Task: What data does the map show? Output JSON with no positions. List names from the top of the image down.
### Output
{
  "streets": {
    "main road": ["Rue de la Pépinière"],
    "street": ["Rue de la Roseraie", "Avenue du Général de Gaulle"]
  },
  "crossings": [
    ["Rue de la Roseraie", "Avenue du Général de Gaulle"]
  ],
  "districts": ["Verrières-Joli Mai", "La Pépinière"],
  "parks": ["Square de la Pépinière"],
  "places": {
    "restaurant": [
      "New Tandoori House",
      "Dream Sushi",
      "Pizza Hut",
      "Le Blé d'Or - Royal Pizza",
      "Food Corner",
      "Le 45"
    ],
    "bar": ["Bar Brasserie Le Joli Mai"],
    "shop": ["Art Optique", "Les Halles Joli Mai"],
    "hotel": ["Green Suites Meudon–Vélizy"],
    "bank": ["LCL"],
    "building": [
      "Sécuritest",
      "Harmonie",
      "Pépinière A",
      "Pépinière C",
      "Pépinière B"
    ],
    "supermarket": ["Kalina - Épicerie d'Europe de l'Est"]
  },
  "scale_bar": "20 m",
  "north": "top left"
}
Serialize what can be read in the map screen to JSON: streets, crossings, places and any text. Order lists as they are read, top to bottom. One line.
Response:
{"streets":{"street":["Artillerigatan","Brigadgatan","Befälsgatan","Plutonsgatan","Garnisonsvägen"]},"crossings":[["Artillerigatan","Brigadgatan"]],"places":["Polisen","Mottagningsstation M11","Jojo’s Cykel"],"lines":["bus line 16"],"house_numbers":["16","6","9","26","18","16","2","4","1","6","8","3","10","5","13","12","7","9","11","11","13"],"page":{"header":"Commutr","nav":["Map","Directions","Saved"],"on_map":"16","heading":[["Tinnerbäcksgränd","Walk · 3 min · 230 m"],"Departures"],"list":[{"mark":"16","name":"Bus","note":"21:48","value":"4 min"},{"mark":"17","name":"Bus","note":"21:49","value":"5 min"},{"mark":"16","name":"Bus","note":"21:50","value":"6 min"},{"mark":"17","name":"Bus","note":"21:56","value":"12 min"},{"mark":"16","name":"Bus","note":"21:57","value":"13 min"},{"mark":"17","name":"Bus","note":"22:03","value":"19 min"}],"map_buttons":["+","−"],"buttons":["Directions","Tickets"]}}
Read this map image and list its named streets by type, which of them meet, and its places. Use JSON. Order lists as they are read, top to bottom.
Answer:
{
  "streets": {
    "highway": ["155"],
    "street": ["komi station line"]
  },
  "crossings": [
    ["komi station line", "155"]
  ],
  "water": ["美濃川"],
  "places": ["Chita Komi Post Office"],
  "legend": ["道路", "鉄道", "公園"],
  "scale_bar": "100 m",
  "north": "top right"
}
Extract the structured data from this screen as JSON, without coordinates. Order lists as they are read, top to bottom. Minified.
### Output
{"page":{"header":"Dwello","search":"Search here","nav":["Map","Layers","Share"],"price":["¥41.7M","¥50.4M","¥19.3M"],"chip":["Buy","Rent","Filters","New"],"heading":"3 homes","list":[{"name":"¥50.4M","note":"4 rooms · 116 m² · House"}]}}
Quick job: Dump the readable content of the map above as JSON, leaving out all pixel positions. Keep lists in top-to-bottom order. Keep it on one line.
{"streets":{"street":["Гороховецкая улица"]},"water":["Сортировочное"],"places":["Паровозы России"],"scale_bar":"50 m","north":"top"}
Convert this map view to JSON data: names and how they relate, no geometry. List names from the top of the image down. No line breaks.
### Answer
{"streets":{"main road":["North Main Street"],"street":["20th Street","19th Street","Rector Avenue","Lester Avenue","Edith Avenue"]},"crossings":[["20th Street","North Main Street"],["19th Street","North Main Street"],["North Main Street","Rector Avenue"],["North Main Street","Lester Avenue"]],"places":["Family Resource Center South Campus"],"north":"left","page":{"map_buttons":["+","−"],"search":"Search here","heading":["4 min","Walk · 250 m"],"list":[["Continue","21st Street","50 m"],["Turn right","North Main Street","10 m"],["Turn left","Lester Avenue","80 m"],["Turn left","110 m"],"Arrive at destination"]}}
^^^^
* [Task to carry out]: Of all the entries above, repeat only the lines from the line that has "Quick job: Dump" to the line that has "Convert this map", both lines included, exactly.

* [Output of the exercise]:
Quick job: Dump the readable content of the map above as JSON, leaving out all pixel positions. Keep lists in top-to-bottom order. Keep it on one line.
{"streets":{"street":["Гороховецкая улица"]},"water":["Сортировочное"],"places":["Паровозы России"],"scale_bar":"50 m","north":"top"}
Convert this map view to JSON data: names and how they relate, no geometry. List names from the top of the image down. No line breaks.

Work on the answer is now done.